Animation World Network’s Dan Sarto interviewed Jeff Rowe about making Teenage Mutant Ninja Turtles: Mutant Mayhem and how he made it possible for Turtle Kids To Be Kids.

15 January 2024
‘Teenage Mutant Ninja Turtles: Mutant Mayhem,’ now streaming on Paramount+. All images ©2023 Paramount Pictures.

“In a normal day, at least five new film or TV show trailers come across my desk. I handle each the same way – a quick click to view with a sideways glance as I continue whatever work is at hand. For the most part, I have no idea what gem they portray, so fleeting is my attention. But I distinctly remember the day the first trailer for Teenage Mutant Ninja Turtles: Mutant Mayhem hit my inbox. My half-hearted glance ended abruptly; intrigued, I hit pause, restart, and began laughing out loud.” – Dan Sarto

Read the full interview with Dan on the AWN website here.

There’s incredible humor in the physicality of the four brothers, both in the animation and the voice acting ensemble performance. You’d spoken to us previously about your “Movie Club,” where you pulled together film references of teenage physicality to study. Tell us how you dialed in that aspect of the characters in the story, because I know, as you’ve said, it’s central to the very essence of the film.

Jeff Rowe: Yeah, we were really focused on the acting. The animation performance, first and foremost, before any technical accomplishments. We were like, “We just want to focus on acting,” and that means uncommon posing, uncommon expressions, things that capture nuance of emotion and feeling, and just trying to maintain a teenage energy. It meant looking at skater videos, then it was looking at [2011 film] Attack the Block, and then looking at the way teenagers mess with each other, touch each other, and jump up and down. I was at Mikros in Montreal, and we looked at the scene when the turtles are talking to April. We got four animators, went into a room, and blocked it out. We filmed it on iPhones. We just ran the scene a bunch of times like you would with actors, and we figured out this really organic marriage of camera blocking and animation performance where it’s driven by the performance. It really came from these animators embodying these characters.

Talking about the colors, textures, shadows, and some interesting camera action, a 3DCG pipeline doesn’t, by default, push itself towards this type of stylized graphic, almost broken style. That must’ve been difficult to wrangle.

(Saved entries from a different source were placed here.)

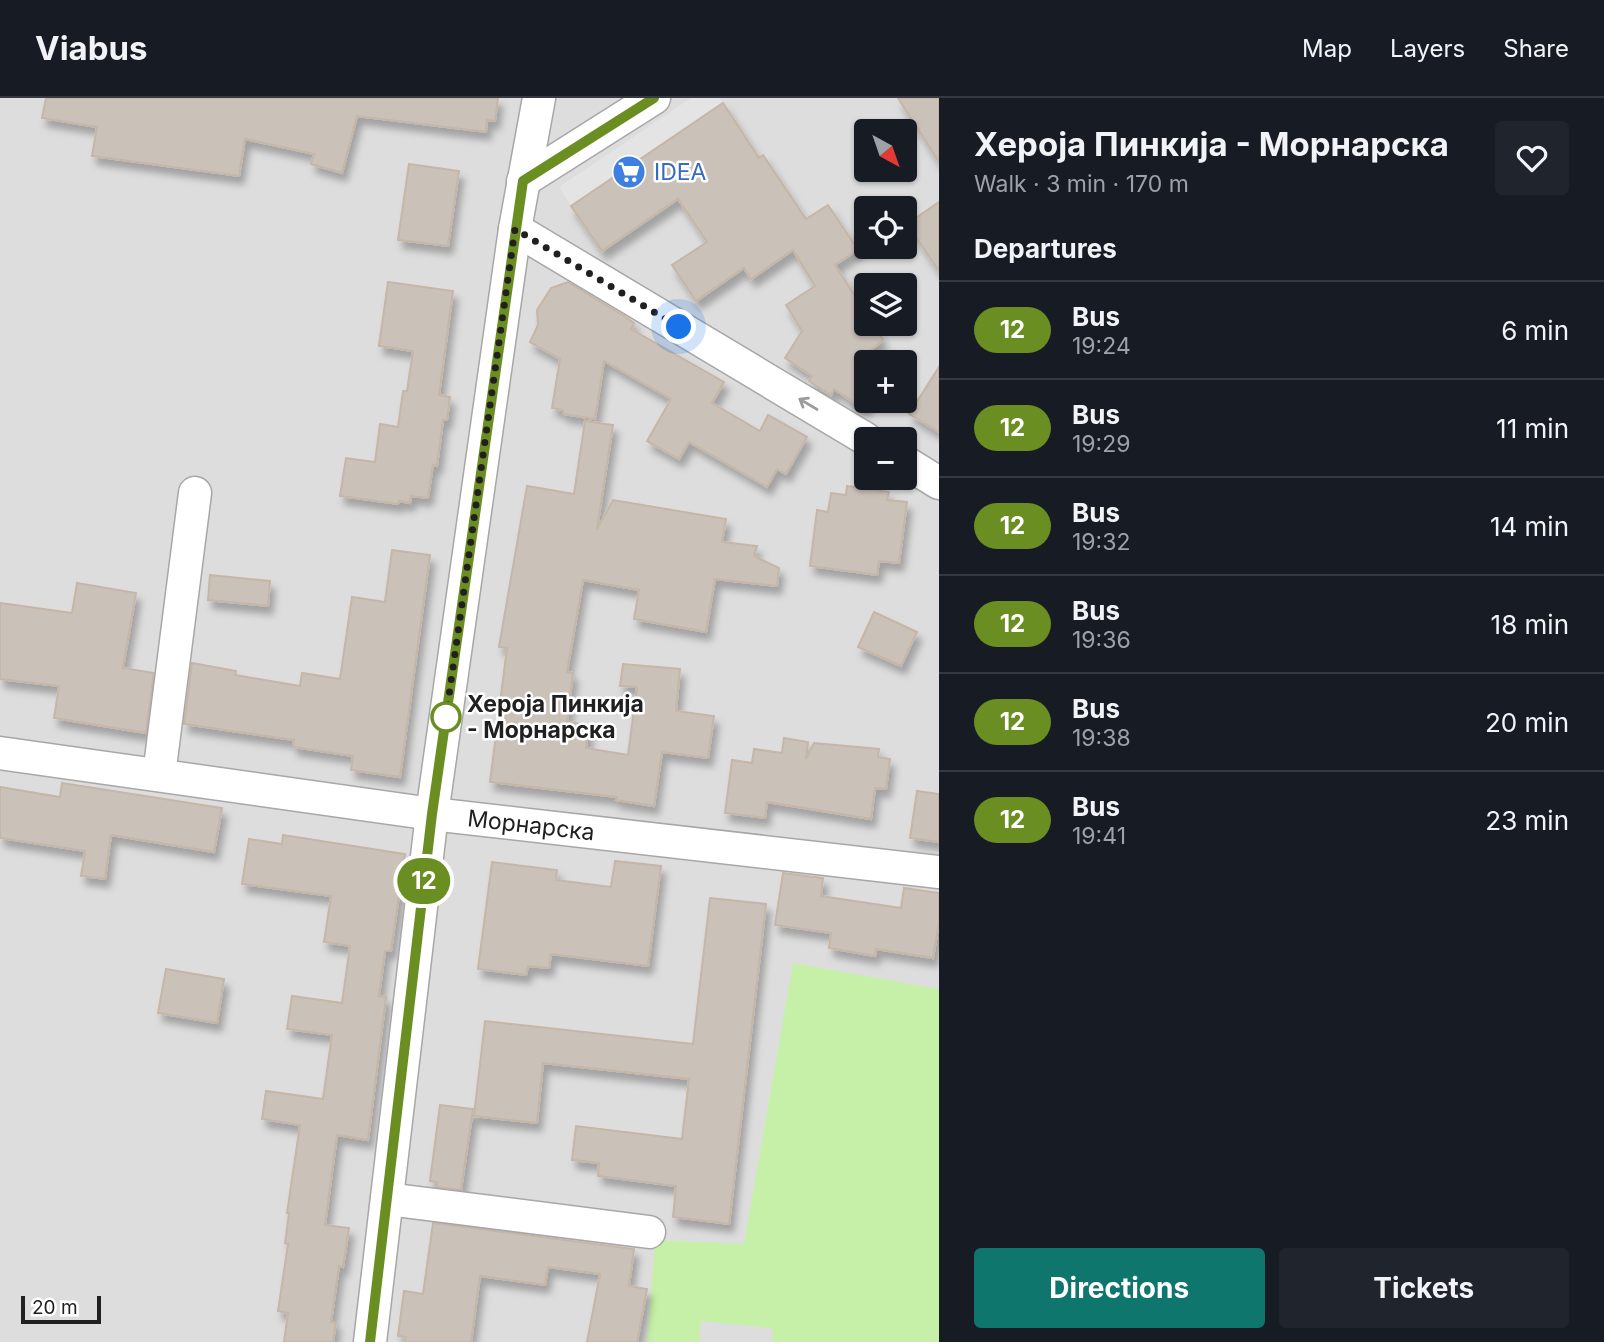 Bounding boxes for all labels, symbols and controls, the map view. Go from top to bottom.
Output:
text: Viabus [35,28,148,68]
text: Map [1302,34,1352,63]
text: Layers [1390,34,1465,63]
text: Share [1503,34,1569,63]
north arrow [854,119,917,182]
map controls [854,119,917,490]
button: heart [1495,121,1569,195]
text: Хероја Пинкија - Морнарска [974,124,1449,164]
supermarket icon: IDEA [610,153,648,191]
place label: IDEA [654,158,707,186]
text: Walk · 3 min · 170 m [974,170,1189,198]
button: locate [854,196,917,259]
text: Departures [974,233,1117,264]
button: layers [854,273,917,336]
text: Bus [1072,301,1120,332]
your location [661,309,696,344]
text: 12 [1000,315,1025,344]
text: 6 min [1501,315,1569,346]
text: 19:24 [1072,332,1131,360]
button: + [854,350,917,413]
one-way arrow [798,397,818,411]
text: Bus [1072,399,1120,430]
text: 12 [1000,413,1025,442]
text: 11 min [1496,413,1569,444]
button: − [854,427,917,490]
text: 19:29 [1072,430,1131,458]
text: Bus [1072,497,1120,528]
text: 12 [1000,511,1025,540]
text: 14 min [1490,511,1569,542]
text: 19:32 [1072,528,1130,556]
text: Bus [1072,595,1120,626]
text: 12 [1000,609,1025,638]
text: 18 min [1491,609,1569,640]
text: 19:36 [1072,626,1131,654]
place label: Хероја Пинкија - Морнарска [467,690,644,744]
text: Bus [1072,693,1120,724]
marker: Хероја Пинкија - Морнарска [431,702,461,732]
text: 12 [1000,707,1025,736]
text: 20 min [1485,707,1569,738]
text: 19:38 [1072,724,1131,752]
text: Bus [1072,791,1120,822]
street label: Морнарска [466,804,596,847]
text: 12 [1000,805,1025,834]
text: 23 min [1485,805,1569,836]
text: 19:41 [1072,822,1126,850]
line badge: 12 [392,858,456,904]
text: 12 [411,866,437,895]
button: Directions [974,1248,1265,1328]
button: Tickets [1279,1248,1569,1328]
scale bar [21,1293,102,1325]
text: 20 m [32,1296,78,1319] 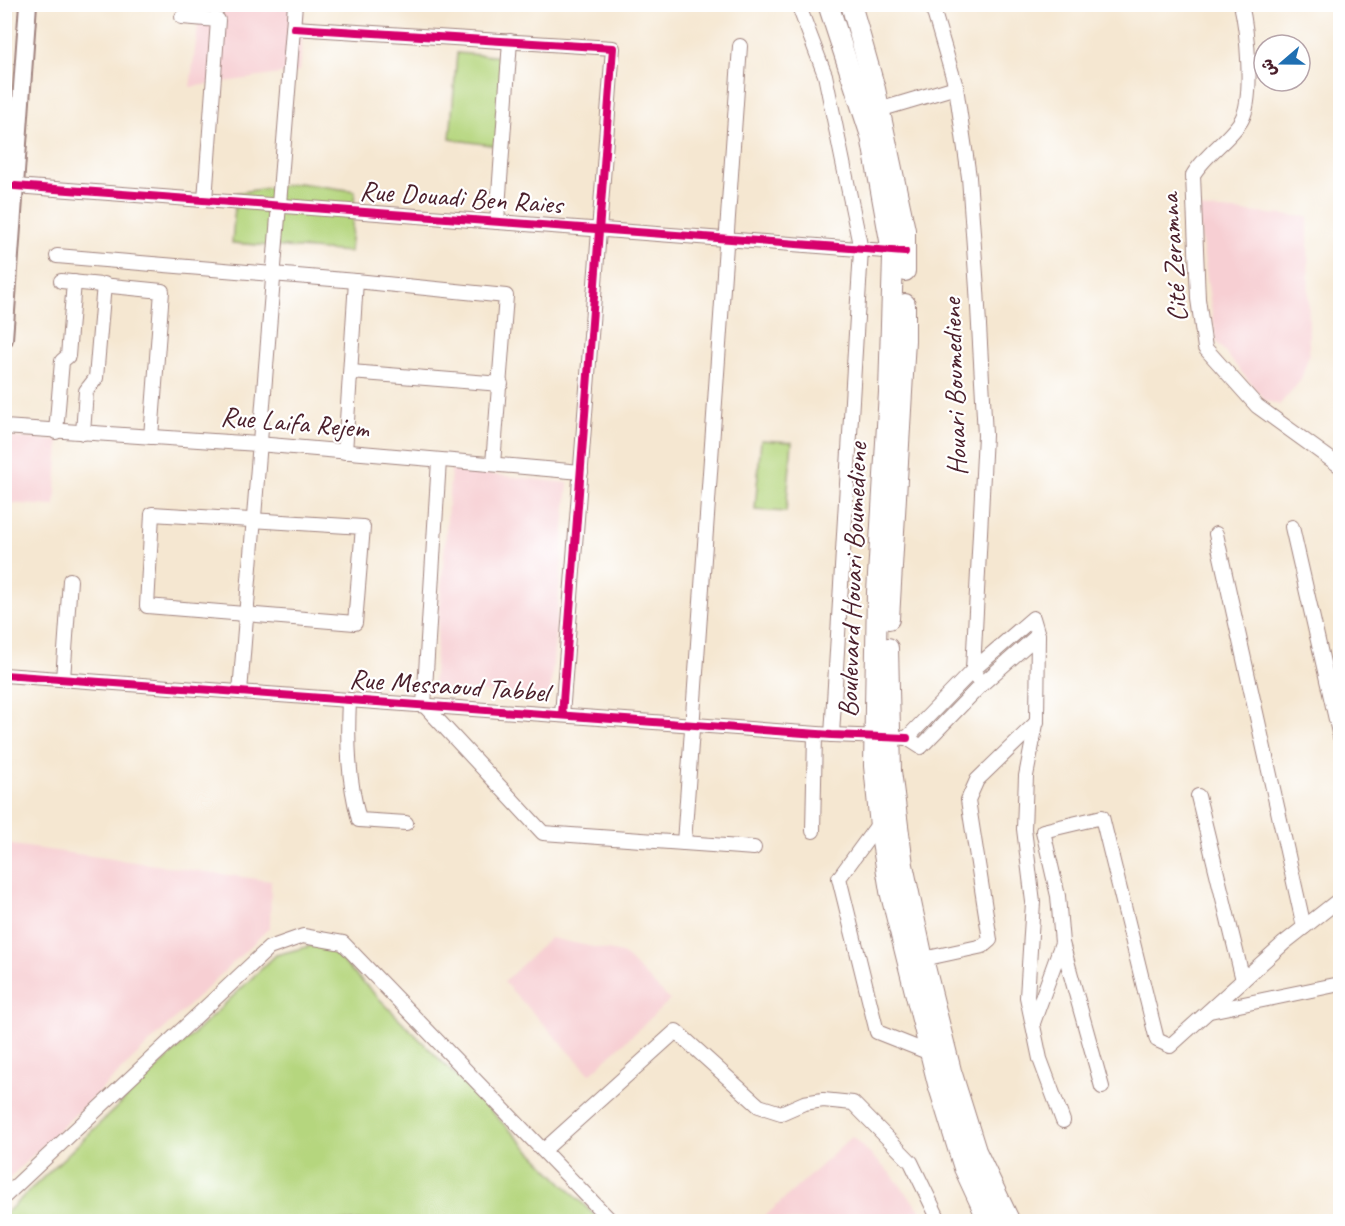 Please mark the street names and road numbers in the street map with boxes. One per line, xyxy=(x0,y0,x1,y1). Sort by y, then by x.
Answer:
street label: Rue Douadi Ben Raies xyxy=(358,172,566,222)
street label: Cité Zeramna xyxy=(1151,190,1195,323)
street label: Houari Boumediene xyxy=(933,296,975,476)
street label: Rue Laifa Rejem xyxy=(219,398,372,446)
street label: Boulevard Houari Boumediene xyxy=(830,440,874,718)
street label: Rue Messaoud Tabbel xyxy=(348,661,555,710) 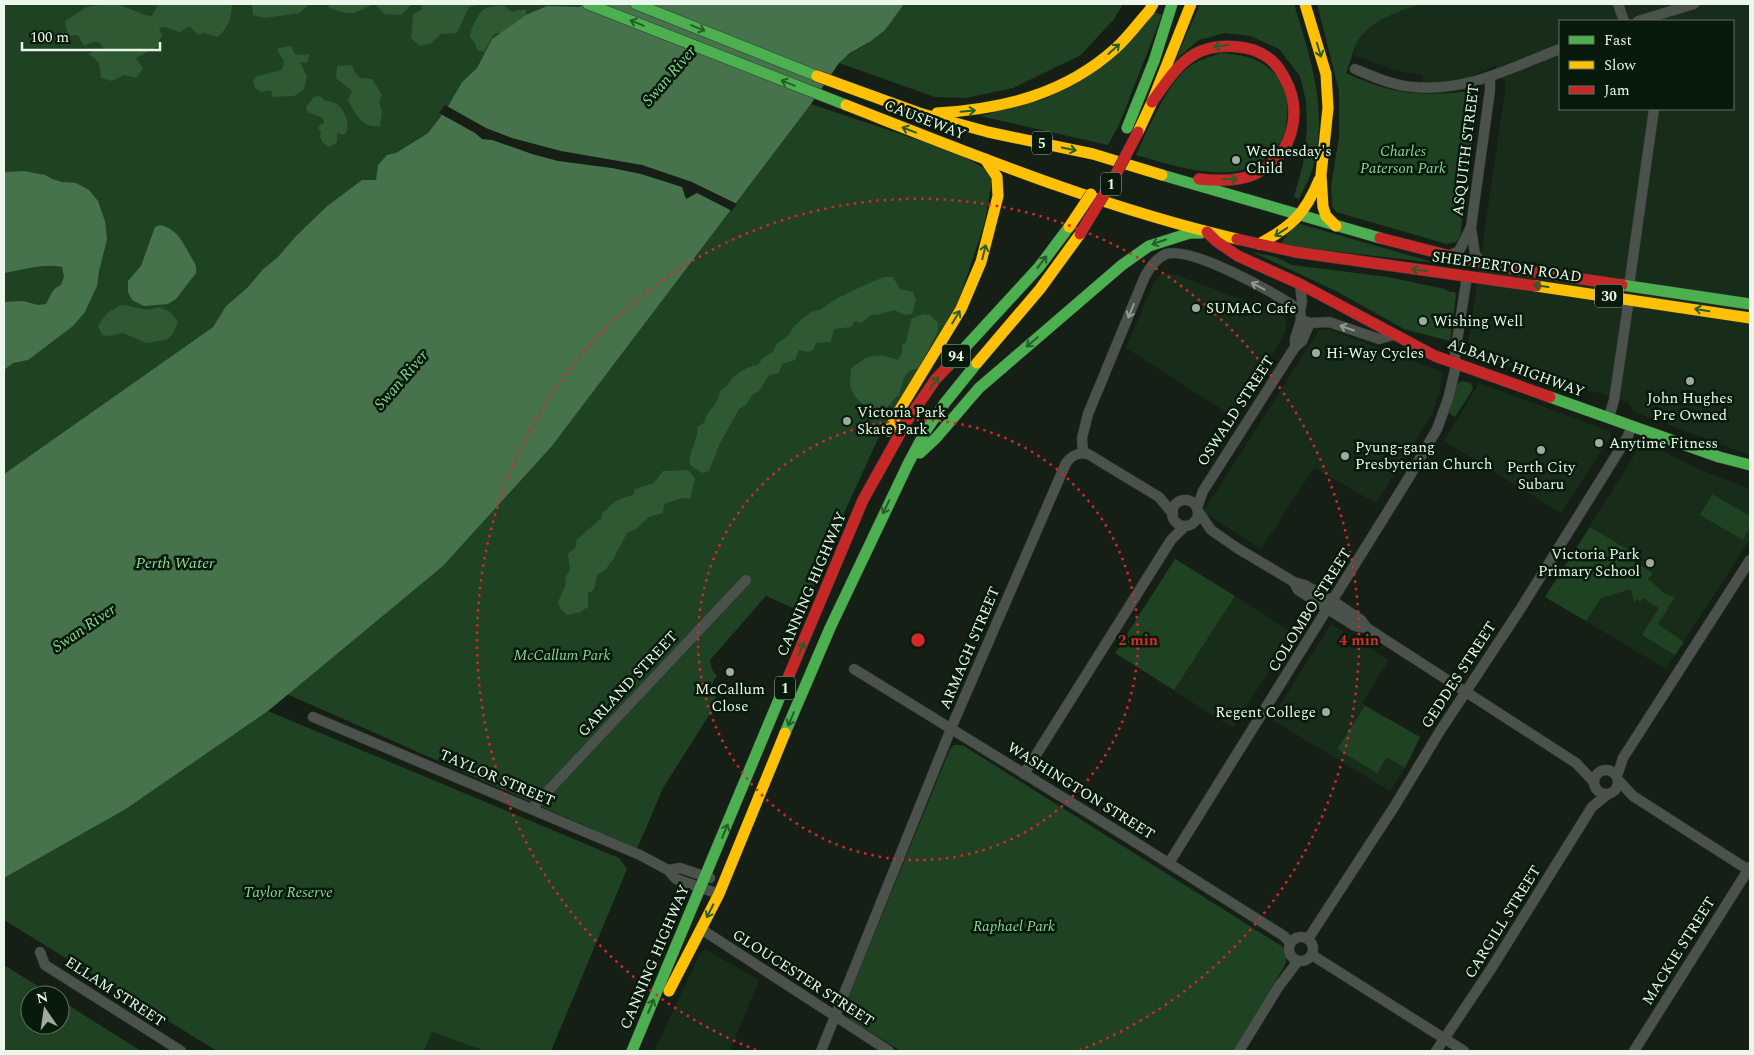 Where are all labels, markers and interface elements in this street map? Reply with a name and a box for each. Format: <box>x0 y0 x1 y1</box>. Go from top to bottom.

JR: It was also difficult to get the artists to do it at first because their whole job is to make it symmetrical, make it a thing that can be rigged. Anytime they’ve deviated from that over the course of their careers, they’ve been told, “No, you can’t do that.” And then on this project, it’s like, “No, no, no. Yeah, break the rules. Whatever you’ve been told before this, don’t do that.” We were trying to create a different philosophy and approach. And there was a little reticence at first. But once the artists broke the rules a little bit and then got approvals, they were like, “Oh, we can go even further.” And within a short time, Mikros was just running with it, modeling things even more pushed than we could have imagined, and really embracing the design philosophy and breaking what the computer naturally wanted to do. And I think for a lot of artists, it was really freeing and exciting to do something that different.

Thanks Dan and Jeff.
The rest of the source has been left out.